═════ RECORDS PROVIDED
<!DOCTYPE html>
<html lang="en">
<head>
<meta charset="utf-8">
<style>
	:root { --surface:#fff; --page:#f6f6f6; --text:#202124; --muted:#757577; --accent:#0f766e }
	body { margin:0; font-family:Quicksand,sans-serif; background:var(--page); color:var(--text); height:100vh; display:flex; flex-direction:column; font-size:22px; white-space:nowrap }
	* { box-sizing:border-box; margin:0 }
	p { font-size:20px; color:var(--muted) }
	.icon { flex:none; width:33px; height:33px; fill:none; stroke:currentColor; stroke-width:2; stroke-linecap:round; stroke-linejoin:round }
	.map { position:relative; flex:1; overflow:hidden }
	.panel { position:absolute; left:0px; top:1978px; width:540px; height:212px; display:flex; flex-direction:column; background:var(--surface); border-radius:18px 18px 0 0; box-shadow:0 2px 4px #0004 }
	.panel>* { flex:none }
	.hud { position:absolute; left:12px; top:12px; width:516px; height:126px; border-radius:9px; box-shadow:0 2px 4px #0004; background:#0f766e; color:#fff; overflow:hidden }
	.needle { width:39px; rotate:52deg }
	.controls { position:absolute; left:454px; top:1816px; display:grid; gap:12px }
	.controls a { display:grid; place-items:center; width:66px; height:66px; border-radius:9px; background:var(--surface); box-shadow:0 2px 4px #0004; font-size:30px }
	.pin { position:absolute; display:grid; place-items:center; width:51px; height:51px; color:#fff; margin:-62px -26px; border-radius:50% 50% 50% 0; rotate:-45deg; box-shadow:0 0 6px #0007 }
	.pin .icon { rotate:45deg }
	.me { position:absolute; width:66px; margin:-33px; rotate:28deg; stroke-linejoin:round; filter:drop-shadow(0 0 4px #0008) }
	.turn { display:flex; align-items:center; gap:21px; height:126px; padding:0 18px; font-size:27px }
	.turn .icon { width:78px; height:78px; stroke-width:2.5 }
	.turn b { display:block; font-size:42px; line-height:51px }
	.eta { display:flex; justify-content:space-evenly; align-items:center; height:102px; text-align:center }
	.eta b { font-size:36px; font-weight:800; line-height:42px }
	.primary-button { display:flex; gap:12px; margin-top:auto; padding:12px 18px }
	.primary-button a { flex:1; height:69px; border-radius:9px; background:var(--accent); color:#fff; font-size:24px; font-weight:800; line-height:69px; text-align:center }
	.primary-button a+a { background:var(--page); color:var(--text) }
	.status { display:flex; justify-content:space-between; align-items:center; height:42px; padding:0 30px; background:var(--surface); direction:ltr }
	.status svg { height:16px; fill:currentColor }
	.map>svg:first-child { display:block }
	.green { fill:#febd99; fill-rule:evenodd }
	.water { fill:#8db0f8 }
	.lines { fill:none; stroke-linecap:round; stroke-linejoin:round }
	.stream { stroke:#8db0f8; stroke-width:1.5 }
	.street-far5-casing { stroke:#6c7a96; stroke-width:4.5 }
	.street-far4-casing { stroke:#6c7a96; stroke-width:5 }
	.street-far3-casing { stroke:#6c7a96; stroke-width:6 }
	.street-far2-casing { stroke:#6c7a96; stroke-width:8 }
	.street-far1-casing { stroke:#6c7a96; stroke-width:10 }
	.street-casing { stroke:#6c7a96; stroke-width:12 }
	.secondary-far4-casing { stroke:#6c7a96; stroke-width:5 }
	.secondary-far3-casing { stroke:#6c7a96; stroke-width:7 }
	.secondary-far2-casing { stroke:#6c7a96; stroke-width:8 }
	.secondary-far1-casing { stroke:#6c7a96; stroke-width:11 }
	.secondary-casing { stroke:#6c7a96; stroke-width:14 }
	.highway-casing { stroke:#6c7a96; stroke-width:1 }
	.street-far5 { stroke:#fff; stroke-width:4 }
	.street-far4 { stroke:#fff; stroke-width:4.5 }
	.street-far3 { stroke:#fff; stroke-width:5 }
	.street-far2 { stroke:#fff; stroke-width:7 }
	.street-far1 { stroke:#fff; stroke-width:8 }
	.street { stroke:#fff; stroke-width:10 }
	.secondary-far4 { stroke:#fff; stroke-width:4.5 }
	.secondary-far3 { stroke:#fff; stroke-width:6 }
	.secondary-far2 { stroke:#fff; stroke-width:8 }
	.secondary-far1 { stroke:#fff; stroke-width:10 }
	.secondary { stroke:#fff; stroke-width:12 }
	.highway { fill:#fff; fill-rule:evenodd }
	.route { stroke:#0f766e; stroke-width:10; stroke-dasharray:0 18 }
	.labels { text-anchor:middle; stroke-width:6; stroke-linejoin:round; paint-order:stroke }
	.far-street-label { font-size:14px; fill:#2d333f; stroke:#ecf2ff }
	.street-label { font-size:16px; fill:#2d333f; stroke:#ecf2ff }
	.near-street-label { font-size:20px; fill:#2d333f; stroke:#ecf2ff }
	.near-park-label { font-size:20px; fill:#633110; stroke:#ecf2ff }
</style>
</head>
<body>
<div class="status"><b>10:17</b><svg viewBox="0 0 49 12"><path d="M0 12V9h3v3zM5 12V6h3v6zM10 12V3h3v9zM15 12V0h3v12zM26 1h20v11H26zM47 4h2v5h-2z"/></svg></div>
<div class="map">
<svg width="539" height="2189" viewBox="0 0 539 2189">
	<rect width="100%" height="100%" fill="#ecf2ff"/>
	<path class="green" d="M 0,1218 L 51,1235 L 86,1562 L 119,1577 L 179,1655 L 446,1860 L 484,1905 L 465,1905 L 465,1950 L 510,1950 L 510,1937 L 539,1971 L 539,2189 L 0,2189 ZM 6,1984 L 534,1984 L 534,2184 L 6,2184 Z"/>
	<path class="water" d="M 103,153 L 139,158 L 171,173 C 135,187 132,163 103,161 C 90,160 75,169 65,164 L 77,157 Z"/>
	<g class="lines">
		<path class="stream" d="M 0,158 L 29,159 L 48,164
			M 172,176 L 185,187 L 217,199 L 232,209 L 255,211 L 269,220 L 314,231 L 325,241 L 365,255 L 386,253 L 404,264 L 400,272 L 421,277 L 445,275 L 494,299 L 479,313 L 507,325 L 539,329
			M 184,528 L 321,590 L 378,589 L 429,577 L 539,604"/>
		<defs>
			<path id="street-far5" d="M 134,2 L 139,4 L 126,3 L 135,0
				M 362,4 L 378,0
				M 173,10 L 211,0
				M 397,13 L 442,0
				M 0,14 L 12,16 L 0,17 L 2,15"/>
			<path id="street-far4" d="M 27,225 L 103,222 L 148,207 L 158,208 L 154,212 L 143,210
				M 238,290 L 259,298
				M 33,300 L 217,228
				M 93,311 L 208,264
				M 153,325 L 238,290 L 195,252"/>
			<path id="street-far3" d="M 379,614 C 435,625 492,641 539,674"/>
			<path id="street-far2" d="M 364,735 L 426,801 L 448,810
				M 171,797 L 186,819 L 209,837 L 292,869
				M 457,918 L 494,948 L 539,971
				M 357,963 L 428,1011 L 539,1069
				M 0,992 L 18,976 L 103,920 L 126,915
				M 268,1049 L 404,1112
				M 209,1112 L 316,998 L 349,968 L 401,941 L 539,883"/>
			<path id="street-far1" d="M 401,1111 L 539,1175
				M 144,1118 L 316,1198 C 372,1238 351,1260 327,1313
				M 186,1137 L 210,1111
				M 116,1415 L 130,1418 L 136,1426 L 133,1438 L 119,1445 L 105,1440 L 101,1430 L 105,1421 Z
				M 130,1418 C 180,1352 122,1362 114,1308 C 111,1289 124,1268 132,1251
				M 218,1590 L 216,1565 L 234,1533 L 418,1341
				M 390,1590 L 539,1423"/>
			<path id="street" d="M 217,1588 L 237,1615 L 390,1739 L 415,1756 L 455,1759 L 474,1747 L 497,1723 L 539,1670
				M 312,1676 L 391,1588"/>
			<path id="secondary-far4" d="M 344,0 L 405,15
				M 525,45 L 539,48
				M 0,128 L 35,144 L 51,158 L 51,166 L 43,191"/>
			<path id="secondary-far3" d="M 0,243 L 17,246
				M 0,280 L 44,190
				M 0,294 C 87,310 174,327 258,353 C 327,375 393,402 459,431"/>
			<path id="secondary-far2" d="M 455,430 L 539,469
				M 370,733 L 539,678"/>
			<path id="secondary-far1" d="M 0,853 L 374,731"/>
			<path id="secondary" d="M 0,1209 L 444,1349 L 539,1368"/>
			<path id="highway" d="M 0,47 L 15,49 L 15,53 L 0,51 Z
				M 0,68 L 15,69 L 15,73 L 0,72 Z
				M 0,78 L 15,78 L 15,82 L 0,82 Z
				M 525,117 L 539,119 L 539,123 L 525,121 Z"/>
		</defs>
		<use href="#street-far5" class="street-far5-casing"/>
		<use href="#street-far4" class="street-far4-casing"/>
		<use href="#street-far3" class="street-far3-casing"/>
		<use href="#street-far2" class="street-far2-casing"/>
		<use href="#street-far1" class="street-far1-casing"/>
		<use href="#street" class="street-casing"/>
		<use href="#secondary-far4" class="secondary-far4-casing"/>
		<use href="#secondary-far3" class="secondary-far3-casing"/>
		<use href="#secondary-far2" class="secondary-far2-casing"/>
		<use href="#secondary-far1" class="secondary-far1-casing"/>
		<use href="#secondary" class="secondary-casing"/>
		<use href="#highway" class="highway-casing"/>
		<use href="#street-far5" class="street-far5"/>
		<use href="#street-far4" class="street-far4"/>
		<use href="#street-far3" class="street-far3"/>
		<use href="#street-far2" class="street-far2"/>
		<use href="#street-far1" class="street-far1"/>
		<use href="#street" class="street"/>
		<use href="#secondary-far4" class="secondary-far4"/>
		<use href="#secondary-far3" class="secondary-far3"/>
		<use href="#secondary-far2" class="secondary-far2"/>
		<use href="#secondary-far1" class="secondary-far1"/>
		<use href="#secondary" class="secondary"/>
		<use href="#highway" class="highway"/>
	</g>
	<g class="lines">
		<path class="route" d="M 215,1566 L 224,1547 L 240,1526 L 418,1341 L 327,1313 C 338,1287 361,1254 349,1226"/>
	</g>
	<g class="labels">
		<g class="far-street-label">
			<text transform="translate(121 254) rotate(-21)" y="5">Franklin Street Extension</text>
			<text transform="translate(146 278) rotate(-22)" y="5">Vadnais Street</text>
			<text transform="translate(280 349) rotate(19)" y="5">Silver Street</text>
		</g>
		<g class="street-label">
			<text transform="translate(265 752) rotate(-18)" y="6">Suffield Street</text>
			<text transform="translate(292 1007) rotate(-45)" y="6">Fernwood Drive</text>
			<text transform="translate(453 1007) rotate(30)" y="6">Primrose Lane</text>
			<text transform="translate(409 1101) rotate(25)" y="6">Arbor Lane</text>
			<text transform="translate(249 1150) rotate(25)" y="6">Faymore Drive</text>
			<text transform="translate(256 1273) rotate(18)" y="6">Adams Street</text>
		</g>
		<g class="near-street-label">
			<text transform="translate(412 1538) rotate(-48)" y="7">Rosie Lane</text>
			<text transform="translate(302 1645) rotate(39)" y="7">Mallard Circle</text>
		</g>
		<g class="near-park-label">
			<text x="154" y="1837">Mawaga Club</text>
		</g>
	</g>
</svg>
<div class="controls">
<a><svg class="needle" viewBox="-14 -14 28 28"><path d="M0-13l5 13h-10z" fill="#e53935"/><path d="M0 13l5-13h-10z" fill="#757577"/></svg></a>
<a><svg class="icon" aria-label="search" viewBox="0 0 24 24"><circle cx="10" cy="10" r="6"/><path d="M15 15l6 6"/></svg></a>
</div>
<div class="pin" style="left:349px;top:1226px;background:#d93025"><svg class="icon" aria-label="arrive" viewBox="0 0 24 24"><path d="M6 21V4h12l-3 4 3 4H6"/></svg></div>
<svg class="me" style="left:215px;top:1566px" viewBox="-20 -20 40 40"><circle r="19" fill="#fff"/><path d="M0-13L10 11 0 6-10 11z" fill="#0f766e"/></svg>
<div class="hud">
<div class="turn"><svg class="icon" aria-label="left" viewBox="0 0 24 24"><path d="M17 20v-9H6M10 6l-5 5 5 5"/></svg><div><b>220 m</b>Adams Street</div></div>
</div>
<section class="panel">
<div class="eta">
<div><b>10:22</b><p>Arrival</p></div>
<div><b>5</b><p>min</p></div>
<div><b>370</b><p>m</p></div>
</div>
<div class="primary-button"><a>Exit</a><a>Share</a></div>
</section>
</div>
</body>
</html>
══════════
- **EXERCISE INSTRUCTIONS**:
From the entries above, print the lines beginning at the one with "position:absolute; left:12px; top:12px;" and stopping after the one with "position:absolute; left:454px; top:1816px;", exactly as written and with nothing else.

- **WRITTEN ANSWER**:
	.hud { position:absolute; left:12px; top:12px; width:516px; height:126px; border-radius:9px; box-shadow:0 2px 4px #0004; background:#0f766e; color:#fff; overflow:hidden }
	.needle { width:39px; rotate:52deg }
	.controls { position:absolute; left:454px; top:1816px; display:grid; gap:12px }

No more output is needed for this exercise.